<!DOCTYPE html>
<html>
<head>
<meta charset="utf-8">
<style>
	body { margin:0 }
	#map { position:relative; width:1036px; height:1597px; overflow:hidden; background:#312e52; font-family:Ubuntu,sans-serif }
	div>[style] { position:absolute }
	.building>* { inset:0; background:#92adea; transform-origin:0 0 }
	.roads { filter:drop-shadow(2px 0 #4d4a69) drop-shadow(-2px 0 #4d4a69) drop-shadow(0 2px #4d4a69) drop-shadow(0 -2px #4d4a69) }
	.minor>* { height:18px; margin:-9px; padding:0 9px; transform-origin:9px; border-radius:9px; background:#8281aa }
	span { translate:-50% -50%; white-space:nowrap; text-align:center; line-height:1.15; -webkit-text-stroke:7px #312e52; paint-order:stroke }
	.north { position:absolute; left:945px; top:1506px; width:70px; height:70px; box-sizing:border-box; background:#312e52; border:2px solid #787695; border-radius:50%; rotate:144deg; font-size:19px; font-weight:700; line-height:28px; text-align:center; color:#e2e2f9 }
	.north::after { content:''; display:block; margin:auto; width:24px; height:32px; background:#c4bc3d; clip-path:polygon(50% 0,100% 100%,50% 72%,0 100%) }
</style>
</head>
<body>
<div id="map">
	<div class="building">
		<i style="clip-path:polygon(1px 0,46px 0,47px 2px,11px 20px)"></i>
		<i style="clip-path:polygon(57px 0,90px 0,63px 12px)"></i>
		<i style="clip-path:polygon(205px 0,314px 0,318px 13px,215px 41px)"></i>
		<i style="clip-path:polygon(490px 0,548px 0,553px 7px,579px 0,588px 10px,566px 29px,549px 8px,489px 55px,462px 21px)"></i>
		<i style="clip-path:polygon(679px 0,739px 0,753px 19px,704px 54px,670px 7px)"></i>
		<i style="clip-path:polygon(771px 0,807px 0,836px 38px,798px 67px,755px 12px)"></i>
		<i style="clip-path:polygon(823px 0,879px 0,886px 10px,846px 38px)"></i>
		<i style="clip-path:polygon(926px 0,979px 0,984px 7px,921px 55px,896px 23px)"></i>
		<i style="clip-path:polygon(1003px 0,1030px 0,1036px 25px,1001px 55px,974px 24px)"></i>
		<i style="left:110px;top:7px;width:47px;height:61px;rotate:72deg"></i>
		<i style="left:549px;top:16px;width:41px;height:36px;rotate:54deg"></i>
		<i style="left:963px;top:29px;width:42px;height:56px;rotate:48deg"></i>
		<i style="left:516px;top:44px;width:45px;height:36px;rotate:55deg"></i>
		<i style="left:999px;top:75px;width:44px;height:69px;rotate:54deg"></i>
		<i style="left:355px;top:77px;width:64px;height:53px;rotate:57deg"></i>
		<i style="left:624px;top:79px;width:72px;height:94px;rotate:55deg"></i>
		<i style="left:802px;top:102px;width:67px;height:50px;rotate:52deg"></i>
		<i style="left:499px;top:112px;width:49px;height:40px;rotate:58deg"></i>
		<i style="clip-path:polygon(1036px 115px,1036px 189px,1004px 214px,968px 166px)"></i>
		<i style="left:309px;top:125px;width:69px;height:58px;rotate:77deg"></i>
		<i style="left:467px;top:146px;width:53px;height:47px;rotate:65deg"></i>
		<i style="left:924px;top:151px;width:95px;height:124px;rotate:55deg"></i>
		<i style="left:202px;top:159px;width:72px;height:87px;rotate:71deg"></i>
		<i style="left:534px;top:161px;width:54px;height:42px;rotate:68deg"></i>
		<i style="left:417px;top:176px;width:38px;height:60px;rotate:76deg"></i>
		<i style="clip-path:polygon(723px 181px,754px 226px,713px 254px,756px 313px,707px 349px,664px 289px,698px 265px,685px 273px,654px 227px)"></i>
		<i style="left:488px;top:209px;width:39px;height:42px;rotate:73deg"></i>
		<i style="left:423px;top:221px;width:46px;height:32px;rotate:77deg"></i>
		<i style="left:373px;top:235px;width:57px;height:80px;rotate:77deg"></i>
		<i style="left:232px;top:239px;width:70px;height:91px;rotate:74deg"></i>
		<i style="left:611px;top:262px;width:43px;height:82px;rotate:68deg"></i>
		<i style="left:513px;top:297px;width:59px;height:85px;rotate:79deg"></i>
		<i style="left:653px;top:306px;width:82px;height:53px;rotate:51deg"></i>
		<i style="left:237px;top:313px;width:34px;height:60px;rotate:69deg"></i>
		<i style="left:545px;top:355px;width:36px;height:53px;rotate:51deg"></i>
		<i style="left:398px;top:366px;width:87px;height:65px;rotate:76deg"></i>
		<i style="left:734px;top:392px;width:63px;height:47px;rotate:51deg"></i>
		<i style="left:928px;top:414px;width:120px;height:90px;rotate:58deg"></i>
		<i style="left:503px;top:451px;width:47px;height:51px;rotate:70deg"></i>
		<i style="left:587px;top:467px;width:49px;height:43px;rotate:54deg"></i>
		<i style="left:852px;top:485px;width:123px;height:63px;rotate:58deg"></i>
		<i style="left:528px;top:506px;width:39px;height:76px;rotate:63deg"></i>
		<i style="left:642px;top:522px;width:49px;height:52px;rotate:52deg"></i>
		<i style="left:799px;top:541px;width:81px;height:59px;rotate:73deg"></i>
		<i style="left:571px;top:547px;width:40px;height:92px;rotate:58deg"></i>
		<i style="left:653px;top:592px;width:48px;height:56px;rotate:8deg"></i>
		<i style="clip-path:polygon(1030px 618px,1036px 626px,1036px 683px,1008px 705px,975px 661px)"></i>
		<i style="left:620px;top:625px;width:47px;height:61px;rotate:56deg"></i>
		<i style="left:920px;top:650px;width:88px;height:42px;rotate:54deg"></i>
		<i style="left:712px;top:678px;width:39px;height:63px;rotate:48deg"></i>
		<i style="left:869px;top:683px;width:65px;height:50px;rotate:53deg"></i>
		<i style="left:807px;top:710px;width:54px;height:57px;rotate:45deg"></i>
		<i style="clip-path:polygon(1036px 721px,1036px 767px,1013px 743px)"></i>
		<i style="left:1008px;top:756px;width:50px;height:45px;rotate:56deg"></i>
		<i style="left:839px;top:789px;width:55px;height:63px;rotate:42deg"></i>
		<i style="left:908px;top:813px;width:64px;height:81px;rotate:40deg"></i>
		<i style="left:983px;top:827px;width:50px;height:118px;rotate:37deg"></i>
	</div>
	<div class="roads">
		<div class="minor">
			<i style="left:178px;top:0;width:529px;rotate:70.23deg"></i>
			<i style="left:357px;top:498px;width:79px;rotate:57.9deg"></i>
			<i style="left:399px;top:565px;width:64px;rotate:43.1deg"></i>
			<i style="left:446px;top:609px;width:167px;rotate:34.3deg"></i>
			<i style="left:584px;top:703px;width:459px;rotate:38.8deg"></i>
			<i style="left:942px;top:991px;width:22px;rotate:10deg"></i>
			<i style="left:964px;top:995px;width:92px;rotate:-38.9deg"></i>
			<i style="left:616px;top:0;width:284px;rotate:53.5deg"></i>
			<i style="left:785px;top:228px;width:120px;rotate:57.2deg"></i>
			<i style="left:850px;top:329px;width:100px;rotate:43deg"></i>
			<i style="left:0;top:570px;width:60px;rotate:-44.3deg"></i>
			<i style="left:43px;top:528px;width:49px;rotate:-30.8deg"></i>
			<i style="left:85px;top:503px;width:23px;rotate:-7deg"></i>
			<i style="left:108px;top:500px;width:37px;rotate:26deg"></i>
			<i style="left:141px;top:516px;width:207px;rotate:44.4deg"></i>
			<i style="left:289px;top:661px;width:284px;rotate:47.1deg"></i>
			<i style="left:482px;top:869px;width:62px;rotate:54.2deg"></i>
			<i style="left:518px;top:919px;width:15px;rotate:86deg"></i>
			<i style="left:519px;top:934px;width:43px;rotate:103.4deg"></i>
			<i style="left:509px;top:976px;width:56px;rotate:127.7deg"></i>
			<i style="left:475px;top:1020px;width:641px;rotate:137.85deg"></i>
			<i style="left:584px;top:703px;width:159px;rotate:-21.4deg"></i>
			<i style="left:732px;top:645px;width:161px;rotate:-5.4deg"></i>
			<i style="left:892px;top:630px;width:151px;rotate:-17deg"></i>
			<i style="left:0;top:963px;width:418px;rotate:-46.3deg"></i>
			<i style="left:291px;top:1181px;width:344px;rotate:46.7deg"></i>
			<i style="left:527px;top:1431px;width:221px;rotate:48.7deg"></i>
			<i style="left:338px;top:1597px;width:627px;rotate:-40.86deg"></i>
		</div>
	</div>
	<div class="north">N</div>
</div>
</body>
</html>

________

INSTRUCTIONS FOR THE TASK:
Copy each line of the listing above that contains the word "font".

PROBLEM SOLUTION:
	#map { position:relative; width:1036px; height:1597px; overflow:hidden; background:#312e52; font-family:Ubuntu,sans-serif }
	.north { position:absolute; left:945px; top:1506px; width:70px; height:70px; box-sizing:border-box; background:#312e52; border:2px solid #787695; border-radius:50%; rotate:144deg; font-size:19px; font-weight:700; line-height:28px; text-align:center; color:#e2e2f9 }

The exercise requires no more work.